Page MenuHomePhabricator

Document and analyze the number of parsing errors for parsed WDQS queries
Closed, ResolvedPublic

Description

We wish, for the month of June 2021:

  • Report the number of parsing errors when generating parsed queries information
  • Provide information about why parsing errors happen

Event Timeline

CBogen triaged this task as High priority.Jun 24 2021, 1:42 PM
CBogen moved this task from All WDQS-related tasks to Analysis on the Wikidata-Query-Service board.

@JAllemandou @dcausse

  • For June, the average daily successful parsing rate was ~85%. Ranging from 75% to 90%. Note that this only includes queries with status 200 and 500.
  • 11% of the distinct queries ran into errors related to prefixes. The number of distinct queries due to each prefix is shown below. By adding the first 4 prefixes (mwapi, geof, foaf, gas) into the query processors' prefix list the average daily successful parsing rate was ~95% (93% to 97%). A few prefixes were off slightly (data instead of wdata, ref instead of wdref. These account for very few queries, but I fixed them nevertheless.)
prefix_namecount
mwapi7419357
geof54183
foaf17198
gas13753
wds2761
wdv216
fn62
dc50
mediawiki23
wdref22
wdata3

Total distinct queries: 67467327

  • Other errors included:
    • Variable used when already in-scope. This happened when the same variable was reused in a query. Testing such queries in WDQS returns results nicely. These form 2% of the errors in distinct queries.
    • Another notable error is the WITH clause. Although it runs well in WDQS, parser doesn't accept it. These form 2.5% of the distinct queries.
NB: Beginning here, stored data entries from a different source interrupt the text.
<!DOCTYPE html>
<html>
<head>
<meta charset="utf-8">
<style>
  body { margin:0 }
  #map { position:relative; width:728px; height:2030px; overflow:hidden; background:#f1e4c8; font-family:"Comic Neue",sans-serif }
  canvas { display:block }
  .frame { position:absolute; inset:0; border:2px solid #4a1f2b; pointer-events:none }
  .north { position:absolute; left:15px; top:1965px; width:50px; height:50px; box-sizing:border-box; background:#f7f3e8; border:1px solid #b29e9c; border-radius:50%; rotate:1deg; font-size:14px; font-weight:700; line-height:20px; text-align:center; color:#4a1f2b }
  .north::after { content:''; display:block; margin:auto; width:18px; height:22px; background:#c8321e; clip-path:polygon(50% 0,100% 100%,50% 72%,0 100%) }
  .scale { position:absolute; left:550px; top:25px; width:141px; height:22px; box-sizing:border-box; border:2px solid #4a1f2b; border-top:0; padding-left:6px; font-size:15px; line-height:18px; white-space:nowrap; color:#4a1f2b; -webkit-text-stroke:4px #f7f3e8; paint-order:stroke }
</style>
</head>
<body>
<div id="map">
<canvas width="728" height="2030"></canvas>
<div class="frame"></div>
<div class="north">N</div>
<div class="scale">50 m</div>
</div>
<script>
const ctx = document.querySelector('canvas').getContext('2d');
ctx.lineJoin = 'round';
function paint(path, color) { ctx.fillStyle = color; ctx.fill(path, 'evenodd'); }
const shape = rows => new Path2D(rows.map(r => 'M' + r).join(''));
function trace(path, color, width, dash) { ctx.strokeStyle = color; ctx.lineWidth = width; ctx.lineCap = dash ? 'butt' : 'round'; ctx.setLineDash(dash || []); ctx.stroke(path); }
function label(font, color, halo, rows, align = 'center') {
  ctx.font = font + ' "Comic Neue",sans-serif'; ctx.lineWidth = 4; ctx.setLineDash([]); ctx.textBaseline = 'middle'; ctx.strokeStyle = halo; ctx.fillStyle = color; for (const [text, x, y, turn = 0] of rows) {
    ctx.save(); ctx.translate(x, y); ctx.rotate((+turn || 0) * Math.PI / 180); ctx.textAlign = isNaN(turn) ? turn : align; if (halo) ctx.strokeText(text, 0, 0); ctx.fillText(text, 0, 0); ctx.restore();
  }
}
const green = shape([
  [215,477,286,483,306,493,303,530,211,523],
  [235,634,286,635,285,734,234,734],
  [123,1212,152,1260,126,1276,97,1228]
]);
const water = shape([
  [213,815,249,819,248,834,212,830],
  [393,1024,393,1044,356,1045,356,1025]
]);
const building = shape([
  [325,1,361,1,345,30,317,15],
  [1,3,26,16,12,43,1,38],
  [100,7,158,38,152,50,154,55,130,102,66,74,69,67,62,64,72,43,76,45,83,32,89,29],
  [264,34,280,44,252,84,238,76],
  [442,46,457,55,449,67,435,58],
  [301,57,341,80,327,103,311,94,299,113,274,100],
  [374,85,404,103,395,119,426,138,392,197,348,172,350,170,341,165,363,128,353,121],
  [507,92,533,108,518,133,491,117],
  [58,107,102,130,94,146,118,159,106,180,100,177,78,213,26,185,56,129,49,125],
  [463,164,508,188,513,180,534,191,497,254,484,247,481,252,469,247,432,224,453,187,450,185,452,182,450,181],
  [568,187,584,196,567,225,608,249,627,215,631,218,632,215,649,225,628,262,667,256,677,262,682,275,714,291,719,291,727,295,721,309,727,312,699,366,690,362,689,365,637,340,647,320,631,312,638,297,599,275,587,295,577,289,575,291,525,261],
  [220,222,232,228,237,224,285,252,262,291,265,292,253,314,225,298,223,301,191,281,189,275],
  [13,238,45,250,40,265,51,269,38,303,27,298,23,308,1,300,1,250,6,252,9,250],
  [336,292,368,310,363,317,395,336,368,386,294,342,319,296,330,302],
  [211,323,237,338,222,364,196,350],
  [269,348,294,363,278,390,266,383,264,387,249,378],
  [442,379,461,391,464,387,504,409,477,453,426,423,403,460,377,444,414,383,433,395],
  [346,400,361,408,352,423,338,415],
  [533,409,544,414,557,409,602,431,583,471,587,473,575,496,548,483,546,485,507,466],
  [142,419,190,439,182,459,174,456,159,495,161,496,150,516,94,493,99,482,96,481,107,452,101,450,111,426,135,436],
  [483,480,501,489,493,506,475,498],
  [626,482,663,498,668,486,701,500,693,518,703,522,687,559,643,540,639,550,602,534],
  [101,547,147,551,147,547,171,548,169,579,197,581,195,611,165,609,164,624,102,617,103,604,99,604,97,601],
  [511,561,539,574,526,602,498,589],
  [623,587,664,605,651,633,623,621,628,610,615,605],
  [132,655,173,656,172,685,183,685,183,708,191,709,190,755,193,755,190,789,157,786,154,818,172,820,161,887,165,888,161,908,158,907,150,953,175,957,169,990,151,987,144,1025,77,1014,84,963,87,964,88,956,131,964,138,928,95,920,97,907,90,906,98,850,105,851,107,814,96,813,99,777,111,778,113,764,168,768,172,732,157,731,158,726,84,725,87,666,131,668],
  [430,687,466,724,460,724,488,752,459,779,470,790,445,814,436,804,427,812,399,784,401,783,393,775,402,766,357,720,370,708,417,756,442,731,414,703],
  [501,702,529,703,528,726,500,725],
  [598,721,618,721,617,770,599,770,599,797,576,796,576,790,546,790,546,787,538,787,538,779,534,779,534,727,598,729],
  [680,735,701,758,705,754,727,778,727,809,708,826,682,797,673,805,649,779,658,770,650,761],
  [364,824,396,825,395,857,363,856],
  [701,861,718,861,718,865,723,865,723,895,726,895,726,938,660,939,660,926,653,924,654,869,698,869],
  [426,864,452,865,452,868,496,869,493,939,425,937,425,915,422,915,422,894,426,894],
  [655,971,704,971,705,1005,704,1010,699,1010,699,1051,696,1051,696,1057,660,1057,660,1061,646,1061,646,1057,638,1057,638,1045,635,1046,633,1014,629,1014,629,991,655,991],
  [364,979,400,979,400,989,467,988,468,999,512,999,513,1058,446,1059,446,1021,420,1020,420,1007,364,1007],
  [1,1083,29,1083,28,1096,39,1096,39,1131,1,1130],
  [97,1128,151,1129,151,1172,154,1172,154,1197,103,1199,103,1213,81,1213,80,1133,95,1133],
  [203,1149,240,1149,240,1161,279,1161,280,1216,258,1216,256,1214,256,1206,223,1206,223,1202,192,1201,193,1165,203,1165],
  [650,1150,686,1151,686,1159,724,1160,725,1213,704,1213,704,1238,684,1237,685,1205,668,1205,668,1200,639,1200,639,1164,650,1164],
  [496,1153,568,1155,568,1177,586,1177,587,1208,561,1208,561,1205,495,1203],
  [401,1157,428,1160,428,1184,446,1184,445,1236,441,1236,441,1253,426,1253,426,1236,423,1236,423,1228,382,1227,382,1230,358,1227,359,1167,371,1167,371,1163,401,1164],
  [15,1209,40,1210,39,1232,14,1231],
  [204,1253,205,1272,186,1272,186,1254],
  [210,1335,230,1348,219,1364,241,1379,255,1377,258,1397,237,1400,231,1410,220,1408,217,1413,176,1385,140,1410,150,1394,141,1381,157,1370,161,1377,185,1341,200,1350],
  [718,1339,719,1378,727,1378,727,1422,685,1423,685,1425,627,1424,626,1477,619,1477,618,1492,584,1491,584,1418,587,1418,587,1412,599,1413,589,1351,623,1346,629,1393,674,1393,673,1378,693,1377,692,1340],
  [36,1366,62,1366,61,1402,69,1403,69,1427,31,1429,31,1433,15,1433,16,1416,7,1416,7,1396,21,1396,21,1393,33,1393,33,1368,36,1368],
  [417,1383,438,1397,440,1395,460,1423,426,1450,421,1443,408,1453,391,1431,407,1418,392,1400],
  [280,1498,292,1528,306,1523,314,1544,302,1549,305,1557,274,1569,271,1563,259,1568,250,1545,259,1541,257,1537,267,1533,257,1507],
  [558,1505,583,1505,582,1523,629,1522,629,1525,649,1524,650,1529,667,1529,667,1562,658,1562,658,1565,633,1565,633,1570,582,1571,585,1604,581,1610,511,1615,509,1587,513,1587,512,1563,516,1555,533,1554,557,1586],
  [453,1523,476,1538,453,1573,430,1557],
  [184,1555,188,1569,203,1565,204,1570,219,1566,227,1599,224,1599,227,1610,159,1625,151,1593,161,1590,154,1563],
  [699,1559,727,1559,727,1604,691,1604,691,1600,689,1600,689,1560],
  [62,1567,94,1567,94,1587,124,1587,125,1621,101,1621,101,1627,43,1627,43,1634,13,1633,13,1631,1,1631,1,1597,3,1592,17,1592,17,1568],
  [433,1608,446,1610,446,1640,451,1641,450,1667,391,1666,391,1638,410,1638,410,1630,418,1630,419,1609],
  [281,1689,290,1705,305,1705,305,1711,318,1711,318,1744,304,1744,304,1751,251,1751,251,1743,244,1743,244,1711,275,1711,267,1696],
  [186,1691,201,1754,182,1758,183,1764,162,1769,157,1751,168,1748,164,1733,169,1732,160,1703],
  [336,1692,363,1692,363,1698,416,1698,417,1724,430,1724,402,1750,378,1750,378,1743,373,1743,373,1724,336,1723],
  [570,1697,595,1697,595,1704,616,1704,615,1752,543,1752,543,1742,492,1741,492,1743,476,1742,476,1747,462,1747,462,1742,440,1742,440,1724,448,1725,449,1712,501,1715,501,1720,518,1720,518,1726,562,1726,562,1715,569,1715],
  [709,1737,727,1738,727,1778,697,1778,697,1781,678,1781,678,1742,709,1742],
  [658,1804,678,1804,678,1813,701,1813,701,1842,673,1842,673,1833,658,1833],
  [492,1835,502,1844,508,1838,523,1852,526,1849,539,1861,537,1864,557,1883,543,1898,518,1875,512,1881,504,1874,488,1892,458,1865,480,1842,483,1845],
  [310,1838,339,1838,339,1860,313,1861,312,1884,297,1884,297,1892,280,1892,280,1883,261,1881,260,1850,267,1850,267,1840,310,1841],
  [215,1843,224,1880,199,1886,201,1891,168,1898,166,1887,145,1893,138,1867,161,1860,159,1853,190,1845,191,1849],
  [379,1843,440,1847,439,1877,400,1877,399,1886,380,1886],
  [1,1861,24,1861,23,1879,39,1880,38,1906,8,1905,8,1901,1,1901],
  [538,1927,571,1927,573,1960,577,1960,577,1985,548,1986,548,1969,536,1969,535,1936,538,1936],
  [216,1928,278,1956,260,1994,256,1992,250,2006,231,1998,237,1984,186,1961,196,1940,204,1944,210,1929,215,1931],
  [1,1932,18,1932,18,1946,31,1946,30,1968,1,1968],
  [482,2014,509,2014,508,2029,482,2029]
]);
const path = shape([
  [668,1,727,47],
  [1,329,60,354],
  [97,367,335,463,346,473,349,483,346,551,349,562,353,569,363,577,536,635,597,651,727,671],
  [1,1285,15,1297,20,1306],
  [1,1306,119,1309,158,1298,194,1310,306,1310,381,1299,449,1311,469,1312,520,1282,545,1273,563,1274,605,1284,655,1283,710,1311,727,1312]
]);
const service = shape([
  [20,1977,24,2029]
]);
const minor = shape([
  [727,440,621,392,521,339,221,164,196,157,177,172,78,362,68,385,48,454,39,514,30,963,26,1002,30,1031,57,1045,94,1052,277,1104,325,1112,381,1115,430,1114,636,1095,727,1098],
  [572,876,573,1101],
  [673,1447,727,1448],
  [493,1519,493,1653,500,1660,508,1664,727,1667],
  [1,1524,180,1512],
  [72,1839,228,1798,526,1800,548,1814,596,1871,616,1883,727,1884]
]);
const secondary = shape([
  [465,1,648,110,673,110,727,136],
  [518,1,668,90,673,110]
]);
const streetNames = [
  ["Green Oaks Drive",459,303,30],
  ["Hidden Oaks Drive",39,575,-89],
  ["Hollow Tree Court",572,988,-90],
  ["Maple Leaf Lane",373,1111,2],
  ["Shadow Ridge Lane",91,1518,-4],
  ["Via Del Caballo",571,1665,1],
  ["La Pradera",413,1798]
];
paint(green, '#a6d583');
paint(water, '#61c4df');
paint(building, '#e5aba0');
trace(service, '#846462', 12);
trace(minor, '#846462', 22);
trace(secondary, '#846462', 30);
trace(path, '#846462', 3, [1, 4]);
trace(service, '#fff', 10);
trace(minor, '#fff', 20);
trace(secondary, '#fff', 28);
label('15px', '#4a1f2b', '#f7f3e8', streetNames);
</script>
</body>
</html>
It seems including the prefixes should fix things, but should we also think of fixing the other two errors (although small in number). Not sure why Jena cannot parse them though.

Named subqueries (WITH) are a Blazegraph extension, not part of standard SPARQL syntax.

Thanks @AKhatun_WMF for the analysis.
@dcausse , @Gehel and @MPhamWMF - Do you think it;s worth trying to make our parser being able to process queries with the 'mwapi' prefix (it represents 10% of all requests) - otherwise this task can be closed.

Thanks @AKhatun_WMF for the analysis.
@dcausse , @Gehel and @MPhamWMF - Do you think it;s worth trying to make our parser being able to process queries with the 'mwapi' prefix (it represents 10% of all requests) - otherwise this task can be closed.

Thanks @AKhatun_WMF!

I understand that simply adding the prefix declarations to the jena parsing context will suffice to parse them? If yes I think this is worthwhile.
If you mean improving the AST extraction to better understand how the mwapi is being used I think this might be too early to invest some time in this but certainly something interesting to look into later.

@dcausse: Yes, just adding the prefix declaration in Jena parser is what we want to do.
@JAllemandou: Should I add the other prefixes as well?

Why not adding other prefixes if it's as simple as adding the prefix to the AQS list - I think there'll be more gotchas.
let's try @AKhatun_WMF :)